BEGIN EXERCISE MATERIAL
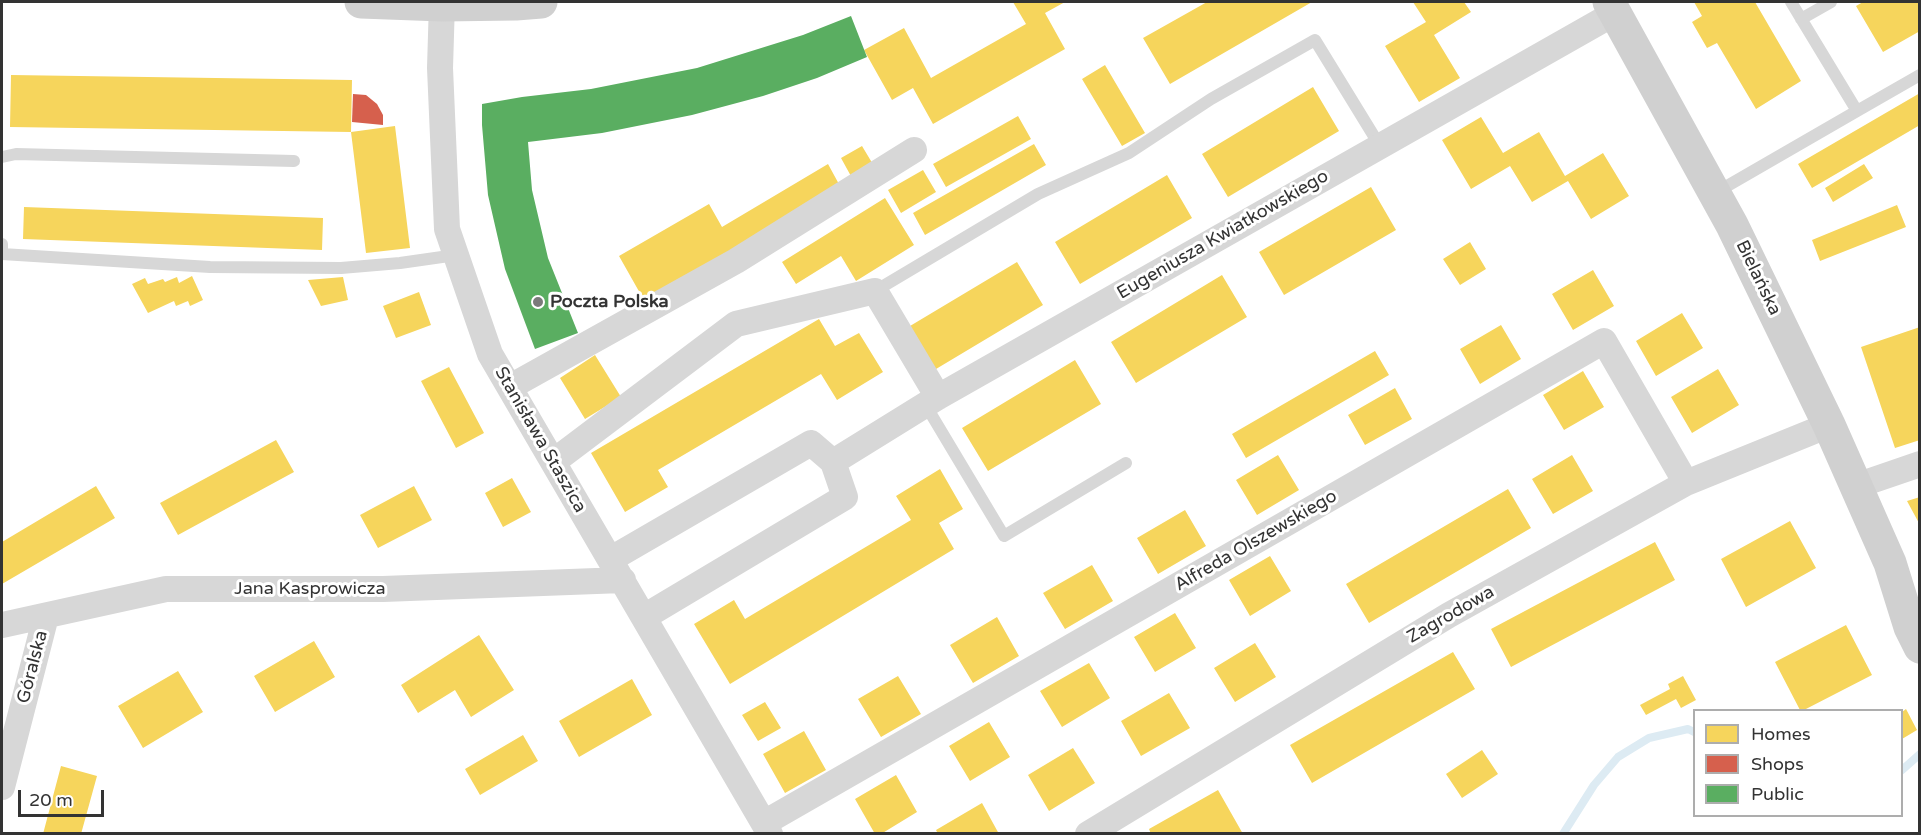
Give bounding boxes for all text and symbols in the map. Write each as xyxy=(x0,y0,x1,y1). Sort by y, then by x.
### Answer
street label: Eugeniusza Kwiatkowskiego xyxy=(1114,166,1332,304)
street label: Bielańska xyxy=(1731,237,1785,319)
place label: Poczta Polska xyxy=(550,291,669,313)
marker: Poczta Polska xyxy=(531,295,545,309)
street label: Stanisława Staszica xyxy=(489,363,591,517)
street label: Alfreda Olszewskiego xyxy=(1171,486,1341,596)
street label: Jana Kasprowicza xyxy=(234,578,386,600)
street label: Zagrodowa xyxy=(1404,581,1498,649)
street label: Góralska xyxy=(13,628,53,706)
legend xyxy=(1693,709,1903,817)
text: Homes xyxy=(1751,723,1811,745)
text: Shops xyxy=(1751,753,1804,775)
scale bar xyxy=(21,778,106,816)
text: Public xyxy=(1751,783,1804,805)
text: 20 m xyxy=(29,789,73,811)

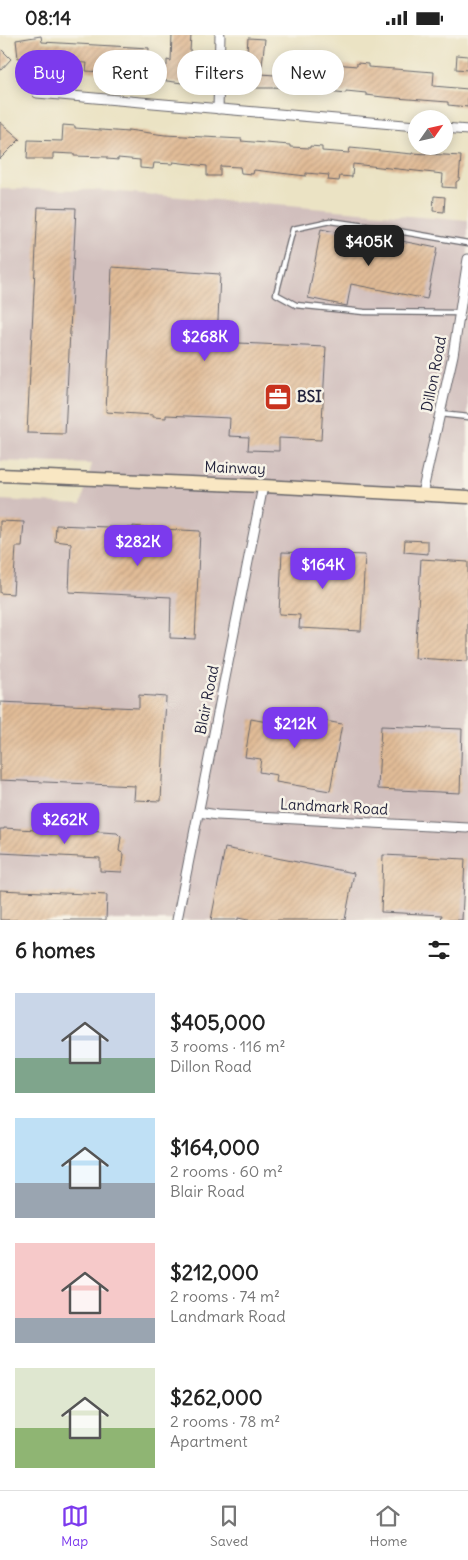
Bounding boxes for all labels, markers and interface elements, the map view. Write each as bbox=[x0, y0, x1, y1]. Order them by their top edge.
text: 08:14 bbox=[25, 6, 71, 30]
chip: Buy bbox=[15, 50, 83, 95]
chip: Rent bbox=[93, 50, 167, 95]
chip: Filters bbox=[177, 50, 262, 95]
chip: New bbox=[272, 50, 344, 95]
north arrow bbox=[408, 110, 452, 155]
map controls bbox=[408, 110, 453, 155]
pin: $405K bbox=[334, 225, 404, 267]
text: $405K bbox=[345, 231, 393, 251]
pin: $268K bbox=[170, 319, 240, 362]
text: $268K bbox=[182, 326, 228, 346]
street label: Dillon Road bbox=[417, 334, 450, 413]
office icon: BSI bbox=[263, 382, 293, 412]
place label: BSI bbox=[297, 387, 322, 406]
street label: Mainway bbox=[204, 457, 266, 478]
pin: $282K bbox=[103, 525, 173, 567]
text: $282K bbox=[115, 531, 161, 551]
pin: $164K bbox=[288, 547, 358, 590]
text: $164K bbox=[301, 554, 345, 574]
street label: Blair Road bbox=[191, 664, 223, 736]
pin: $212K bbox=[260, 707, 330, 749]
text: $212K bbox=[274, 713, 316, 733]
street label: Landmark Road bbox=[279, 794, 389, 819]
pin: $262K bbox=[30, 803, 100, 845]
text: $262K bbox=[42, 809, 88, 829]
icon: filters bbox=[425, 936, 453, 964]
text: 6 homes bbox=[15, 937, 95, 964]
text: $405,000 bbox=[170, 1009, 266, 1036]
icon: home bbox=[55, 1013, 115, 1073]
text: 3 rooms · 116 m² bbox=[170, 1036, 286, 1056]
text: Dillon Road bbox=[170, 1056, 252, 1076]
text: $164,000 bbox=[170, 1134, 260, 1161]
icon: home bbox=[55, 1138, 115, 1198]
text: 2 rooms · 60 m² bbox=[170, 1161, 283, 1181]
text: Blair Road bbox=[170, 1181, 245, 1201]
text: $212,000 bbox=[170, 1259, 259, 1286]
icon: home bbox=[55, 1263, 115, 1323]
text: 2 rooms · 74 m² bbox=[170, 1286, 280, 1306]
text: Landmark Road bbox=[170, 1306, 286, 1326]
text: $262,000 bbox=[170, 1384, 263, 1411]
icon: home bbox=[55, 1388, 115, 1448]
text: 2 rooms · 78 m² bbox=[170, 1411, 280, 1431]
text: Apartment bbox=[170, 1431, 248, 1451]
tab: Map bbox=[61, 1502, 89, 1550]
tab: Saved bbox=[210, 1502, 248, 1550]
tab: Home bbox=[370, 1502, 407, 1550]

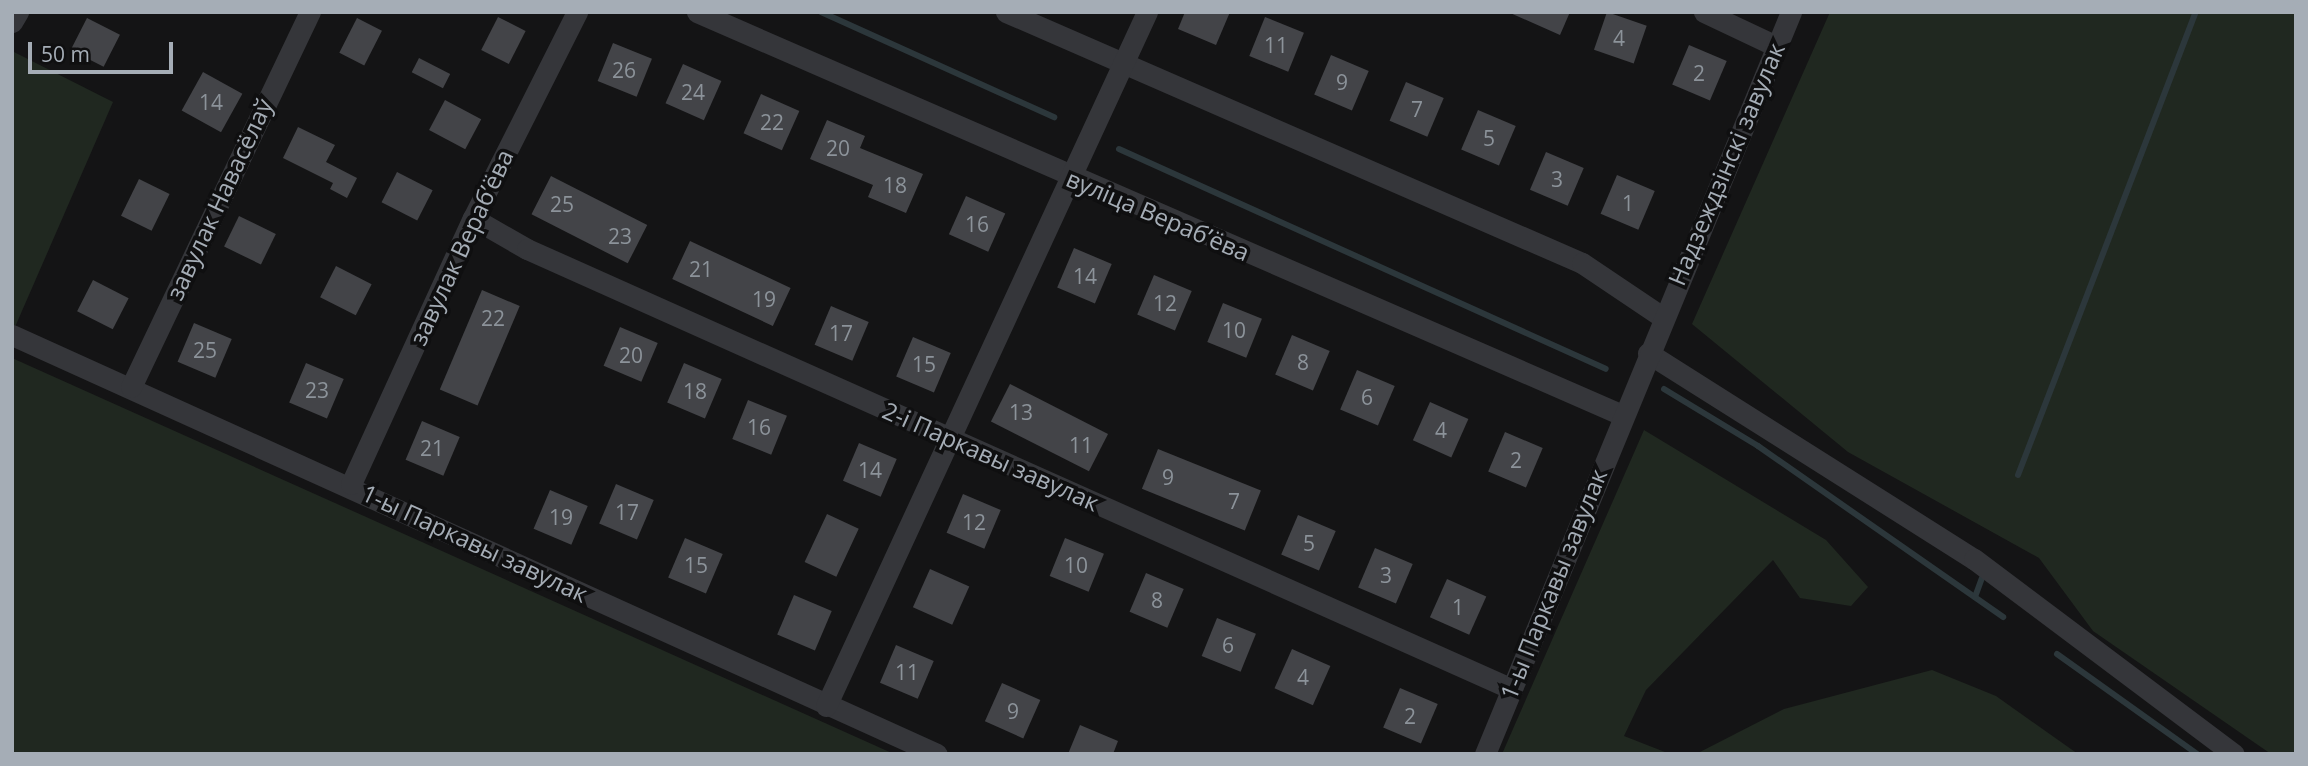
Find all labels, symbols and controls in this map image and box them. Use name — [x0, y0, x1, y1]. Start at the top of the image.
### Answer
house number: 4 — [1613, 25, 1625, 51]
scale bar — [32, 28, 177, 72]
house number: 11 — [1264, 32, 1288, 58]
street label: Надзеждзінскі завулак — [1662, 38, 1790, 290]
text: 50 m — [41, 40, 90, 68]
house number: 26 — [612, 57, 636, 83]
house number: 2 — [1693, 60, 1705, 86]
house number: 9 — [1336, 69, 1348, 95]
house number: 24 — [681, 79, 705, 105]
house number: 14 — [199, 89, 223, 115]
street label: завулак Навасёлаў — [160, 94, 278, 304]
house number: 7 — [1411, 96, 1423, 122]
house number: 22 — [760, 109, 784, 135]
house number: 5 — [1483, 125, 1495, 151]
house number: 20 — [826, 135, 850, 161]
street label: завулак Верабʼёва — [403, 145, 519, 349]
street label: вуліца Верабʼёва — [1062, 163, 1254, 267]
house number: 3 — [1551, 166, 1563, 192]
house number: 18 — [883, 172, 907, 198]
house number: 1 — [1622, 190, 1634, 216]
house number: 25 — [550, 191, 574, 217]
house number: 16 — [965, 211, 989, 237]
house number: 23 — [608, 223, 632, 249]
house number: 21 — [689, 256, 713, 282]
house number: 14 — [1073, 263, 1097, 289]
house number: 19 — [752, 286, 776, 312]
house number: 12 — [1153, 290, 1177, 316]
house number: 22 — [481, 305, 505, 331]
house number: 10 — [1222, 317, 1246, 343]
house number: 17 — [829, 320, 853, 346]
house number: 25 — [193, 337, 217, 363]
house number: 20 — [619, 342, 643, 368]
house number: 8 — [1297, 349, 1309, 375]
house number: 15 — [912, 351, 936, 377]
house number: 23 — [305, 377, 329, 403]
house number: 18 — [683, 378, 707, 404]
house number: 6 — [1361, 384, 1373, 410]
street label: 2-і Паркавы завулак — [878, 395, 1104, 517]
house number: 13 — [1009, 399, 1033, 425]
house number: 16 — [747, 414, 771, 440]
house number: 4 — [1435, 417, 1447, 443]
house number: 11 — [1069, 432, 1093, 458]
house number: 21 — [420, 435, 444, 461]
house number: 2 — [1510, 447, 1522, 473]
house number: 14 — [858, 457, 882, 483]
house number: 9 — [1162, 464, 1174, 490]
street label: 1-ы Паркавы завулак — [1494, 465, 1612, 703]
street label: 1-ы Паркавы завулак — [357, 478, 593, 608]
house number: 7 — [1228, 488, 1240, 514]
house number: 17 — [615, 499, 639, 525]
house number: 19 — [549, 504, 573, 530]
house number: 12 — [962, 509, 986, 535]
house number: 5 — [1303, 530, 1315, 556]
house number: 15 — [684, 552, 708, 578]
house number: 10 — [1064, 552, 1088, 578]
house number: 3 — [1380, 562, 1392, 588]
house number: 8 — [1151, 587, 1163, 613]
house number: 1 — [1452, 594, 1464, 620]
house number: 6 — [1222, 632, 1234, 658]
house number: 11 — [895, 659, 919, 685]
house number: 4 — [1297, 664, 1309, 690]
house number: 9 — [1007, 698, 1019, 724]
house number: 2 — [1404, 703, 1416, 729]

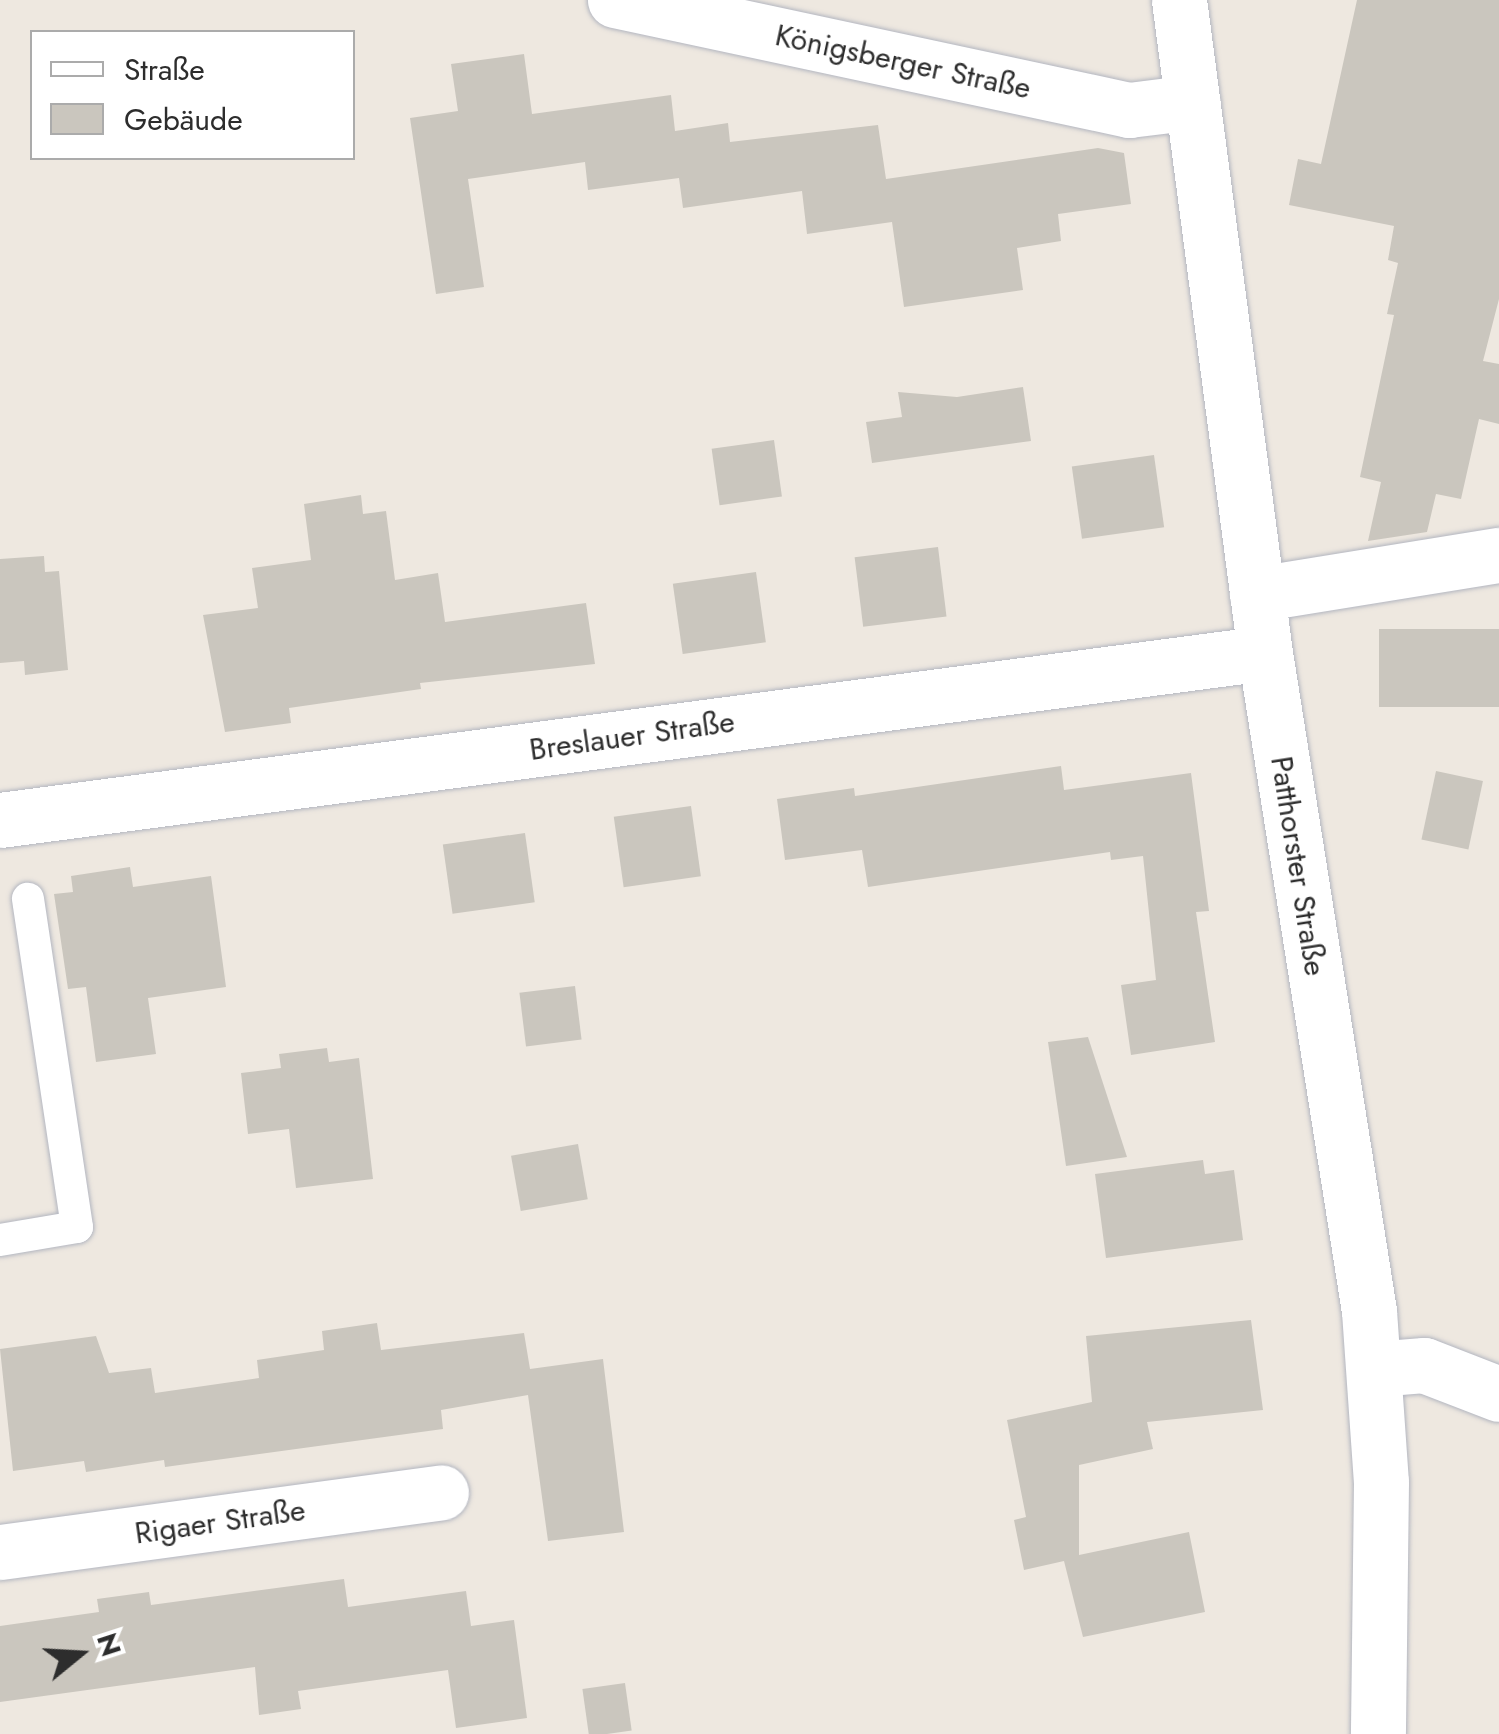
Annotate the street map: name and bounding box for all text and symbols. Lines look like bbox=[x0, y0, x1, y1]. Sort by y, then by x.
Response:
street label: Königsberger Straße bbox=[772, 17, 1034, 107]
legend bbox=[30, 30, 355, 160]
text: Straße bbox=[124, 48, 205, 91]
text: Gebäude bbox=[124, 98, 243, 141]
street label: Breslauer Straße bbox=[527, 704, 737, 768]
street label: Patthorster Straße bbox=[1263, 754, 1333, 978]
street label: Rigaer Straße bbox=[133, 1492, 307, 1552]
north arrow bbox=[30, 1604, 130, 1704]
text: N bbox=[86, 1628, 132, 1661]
END EXERCISE MATERIAL
__WORK TO BE COMPLETED__:
Check every line above for the string "labels" and copy those that have it.

__RESULT OF THE TASK__:
Bounding boxes for all labels, markers and interface elements, the map view. Write each as bbox=[x0, y0, x1, y1]. Order them by their top edge.
Find all labels, symbols and controls in this map image and box them. Use name — [x0, y0, x1, y1]. Start at the top of the image.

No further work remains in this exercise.